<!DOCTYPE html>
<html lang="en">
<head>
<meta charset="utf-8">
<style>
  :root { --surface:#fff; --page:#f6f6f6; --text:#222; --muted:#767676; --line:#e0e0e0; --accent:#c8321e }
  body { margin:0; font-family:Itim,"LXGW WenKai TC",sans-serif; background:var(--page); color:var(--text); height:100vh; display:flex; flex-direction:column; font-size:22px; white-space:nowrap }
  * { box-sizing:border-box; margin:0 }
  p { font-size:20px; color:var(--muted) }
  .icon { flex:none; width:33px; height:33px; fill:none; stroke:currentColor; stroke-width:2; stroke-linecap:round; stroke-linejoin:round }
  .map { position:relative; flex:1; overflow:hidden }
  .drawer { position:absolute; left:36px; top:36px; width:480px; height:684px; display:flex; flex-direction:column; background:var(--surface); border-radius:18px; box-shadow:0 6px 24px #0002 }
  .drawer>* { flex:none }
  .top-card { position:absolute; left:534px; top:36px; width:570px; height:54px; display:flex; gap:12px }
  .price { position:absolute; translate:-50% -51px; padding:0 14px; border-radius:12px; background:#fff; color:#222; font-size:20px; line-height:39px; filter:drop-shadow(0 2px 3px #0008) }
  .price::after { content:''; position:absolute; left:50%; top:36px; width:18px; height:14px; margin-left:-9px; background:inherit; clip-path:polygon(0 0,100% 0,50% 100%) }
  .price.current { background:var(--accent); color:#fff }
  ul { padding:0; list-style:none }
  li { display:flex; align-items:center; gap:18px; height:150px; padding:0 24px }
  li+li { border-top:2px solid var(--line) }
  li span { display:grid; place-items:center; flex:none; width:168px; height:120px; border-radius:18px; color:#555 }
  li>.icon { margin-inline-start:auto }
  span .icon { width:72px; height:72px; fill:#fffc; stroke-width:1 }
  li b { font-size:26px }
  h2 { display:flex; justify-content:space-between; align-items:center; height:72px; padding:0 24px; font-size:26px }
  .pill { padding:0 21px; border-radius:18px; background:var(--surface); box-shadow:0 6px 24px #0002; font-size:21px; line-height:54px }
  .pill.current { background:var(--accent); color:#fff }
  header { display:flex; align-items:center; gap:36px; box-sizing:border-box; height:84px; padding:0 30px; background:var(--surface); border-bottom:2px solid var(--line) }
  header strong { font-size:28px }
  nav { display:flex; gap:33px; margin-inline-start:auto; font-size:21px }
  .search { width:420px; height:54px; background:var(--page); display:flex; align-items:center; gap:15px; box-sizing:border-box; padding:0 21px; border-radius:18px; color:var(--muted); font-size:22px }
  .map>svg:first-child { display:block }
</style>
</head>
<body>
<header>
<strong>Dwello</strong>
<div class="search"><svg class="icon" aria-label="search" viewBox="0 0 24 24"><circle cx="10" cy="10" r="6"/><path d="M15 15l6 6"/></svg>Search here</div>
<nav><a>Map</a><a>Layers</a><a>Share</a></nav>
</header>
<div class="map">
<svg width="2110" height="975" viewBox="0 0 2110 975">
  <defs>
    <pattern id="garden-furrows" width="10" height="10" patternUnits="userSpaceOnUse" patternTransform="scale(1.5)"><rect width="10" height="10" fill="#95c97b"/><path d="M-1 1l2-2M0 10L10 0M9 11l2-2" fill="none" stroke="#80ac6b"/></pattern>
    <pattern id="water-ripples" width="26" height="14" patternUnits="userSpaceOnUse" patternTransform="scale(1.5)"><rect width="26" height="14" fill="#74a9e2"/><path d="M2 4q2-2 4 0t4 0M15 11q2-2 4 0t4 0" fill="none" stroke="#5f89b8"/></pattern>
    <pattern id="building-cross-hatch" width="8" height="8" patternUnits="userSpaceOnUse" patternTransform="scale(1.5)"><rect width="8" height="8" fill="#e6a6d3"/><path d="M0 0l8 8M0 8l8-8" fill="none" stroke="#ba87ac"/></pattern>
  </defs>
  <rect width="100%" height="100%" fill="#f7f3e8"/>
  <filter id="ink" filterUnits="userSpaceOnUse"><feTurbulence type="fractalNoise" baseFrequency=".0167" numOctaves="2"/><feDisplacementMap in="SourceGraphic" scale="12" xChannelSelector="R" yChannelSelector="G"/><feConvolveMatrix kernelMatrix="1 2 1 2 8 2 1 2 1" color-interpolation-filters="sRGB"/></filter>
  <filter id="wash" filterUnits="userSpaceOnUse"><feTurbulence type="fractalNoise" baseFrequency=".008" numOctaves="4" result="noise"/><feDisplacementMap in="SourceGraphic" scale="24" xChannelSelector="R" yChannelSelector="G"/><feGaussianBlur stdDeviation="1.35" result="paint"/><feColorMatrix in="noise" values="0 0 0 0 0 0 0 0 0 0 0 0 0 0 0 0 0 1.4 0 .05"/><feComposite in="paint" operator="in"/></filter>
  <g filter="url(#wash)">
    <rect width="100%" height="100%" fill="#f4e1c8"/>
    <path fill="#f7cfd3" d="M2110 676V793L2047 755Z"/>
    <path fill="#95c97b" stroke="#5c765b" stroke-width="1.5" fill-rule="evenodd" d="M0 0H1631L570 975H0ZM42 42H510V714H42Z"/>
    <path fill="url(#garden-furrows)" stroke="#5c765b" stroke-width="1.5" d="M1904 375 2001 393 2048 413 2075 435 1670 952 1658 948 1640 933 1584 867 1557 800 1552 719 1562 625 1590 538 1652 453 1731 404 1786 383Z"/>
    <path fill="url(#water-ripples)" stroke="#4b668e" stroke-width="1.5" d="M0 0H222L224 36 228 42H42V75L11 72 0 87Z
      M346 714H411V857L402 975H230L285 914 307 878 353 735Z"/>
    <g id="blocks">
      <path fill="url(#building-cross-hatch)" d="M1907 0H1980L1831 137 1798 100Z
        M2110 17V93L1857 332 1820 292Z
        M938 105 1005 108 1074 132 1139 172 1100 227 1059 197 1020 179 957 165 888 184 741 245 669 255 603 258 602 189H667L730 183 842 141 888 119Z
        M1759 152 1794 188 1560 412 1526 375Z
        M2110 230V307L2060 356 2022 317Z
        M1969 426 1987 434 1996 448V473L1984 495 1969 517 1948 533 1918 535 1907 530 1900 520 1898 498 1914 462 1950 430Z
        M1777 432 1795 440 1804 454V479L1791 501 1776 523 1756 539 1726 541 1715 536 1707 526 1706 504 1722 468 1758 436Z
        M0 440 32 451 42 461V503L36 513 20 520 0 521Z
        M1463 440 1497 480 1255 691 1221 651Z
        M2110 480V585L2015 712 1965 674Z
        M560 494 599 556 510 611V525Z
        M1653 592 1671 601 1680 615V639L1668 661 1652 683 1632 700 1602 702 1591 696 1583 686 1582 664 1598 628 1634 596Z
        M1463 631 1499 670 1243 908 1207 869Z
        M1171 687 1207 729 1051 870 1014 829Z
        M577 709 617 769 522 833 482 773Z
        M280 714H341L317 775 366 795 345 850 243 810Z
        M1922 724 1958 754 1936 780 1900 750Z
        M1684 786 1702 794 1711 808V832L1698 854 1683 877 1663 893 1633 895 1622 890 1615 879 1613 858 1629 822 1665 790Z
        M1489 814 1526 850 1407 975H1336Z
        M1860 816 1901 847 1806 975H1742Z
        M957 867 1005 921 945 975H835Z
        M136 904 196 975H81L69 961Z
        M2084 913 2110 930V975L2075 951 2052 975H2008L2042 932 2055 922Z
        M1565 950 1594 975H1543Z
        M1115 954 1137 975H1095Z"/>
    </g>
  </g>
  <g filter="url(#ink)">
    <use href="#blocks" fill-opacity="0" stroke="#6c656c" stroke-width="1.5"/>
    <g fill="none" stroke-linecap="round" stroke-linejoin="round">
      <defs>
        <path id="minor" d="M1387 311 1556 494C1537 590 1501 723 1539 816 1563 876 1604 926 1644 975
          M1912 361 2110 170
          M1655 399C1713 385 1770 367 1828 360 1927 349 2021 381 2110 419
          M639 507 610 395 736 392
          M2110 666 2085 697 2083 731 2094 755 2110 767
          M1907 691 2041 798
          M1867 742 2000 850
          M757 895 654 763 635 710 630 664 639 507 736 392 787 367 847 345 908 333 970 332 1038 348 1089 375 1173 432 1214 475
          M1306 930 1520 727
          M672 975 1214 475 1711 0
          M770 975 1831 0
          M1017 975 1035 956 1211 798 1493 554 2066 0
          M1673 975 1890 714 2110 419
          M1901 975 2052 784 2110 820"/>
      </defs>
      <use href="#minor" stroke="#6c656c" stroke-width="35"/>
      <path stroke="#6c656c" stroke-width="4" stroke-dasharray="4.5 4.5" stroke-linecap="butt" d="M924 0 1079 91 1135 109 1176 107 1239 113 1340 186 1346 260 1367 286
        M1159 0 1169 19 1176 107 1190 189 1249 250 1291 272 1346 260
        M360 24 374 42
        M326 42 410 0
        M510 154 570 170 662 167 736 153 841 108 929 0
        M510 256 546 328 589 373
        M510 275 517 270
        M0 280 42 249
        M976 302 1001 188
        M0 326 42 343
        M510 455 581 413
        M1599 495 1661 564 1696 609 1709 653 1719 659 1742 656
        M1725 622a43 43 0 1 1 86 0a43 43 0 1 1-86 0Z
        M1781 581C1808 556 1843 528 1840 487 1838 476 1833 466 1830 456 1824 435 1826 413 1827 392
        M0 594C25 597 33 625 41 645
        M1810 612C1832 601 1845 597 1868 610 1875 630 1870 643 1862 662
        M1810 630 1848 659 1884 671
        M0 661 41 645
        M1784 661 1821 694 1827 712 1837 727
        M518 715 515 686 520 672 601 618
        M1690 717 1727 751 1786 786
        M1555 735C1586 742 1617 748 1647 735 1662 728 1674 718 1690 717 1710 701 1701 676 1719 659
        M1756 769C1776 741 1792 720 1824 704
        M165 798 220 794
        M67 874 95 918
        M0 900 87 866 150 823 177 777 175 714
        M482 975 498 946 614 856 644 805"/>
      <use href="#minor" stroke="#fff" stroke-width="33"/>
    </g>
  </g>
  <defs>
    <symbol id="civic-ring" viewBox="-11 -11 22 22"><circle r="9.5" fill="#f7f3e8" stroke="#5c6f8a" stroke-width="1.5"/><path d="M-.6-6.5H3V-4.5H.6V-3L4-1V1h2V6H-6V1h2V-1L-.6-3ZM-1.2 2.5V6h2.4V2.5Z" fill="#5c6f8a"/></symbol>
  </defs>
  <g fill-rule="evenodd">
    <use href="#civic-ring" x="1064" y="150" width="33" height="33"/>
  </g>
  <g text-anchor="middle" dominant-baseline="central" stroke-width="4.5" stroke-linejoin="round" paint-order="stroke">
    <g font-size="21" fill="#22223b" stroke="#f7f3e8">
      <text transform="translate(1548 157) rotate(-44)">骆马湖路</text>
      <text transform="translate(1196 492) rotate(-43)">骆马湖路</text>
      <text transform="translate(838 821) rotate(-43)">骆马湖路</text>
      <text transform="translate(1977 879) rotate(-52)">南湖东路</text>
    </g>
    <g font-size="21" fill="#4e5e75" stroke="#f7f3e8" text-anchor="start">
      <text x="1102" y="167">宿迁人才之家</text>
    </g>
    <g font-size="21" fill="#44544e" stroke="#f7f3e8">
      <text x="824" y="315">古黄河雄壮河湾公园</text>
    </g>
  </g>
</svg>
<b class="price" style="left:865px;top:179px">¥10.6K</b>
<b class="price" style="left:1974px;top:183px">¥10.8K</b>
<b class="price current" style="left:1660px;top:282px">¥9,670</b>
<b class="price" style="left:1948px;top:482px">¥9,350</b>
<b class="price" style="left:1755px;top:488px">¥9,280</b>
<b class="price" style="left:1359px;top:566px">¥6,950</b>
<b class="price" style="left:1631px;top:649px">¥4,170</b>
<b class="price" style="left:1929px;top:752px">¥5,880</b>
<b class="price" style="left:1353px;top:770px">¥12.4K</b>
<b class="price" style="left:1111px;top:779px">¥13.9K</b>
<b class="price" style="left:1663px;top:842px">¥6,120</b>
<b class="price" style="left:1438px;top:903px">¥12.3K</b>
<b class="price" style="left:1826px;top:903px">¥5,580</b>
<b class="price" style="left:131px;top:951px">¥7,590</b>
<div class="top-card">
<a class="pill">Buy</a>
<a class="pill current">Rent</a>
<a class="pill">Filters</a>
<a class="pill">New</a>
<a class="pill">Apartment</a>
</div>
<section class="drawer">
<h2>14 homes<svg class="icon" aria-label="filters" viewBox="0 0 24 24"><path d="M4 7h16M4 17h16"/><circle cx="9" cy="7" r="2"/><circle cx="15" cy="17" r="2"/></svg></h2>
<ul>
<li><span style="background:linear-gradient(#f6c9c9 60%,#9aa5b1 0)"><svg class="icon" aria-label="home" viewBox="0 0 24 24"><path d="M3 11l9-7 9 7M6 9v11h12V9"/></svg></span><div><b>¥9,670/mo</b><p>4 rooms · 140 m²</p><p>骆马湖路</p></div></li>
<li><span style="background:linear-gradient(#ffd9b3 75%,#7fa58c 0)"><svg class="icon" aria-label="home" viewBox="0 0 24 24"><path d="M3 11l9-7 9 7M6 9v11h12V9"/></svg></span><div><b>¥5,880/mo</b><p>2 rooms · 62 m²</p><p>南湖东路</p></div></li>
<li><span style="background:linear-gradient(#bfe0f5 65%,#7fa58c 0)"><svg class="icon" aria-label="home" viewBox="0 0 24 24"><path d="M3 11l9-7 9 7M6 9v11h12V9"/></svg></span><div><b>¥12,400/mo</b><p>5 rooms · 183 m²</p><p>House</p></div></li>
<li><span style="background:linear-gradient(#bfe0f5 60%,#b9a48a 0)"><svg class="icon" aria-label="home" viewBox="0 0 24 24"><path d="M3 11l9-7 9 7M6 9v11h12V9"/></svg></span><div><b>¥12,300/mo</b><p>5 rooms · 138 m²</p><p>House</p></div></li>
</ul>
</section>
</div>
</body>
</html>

◆ **EXERCISE**: Pull out each line of the listing that holds the string "xChannelSelector".

◆ **SOLUTION TO THE PROBLEM**:
  <filter id="ink" filterUnits="userSpaceOnUse"><feTurbulence type="fractalNoise" baseFrequency=".0167" numOctaves="2"/><feDisplacementMap in="SourceGraphic" scale="12" xChannelSelector="R" yChannelSelector="G"/><feConvolveMatrix kernelMatrix="1 2 1 2 8 2 1 2 1" color-interpolation-filters="sRGB"/></filter>
  <filter id="wash" filterUnits="userSpaceOnUse"><feTurbulence type="fractalNoise" baseFrequency=".008" numOctaves="4" result="noise"/><feDisplacementMap in="SourceGraphic" scale="24" xChannelSelector="R" yChannelSelector="G"/><feGaussianBlur stdDeviation="1.35" result="paint"/><feColorMatrix in="noise" values="0 0 0 0 0 0 0 0 0 0 0 0 0 0 0 0 0 1.4 0 .05"/><feComposite in="paint" operator="in"/></filter>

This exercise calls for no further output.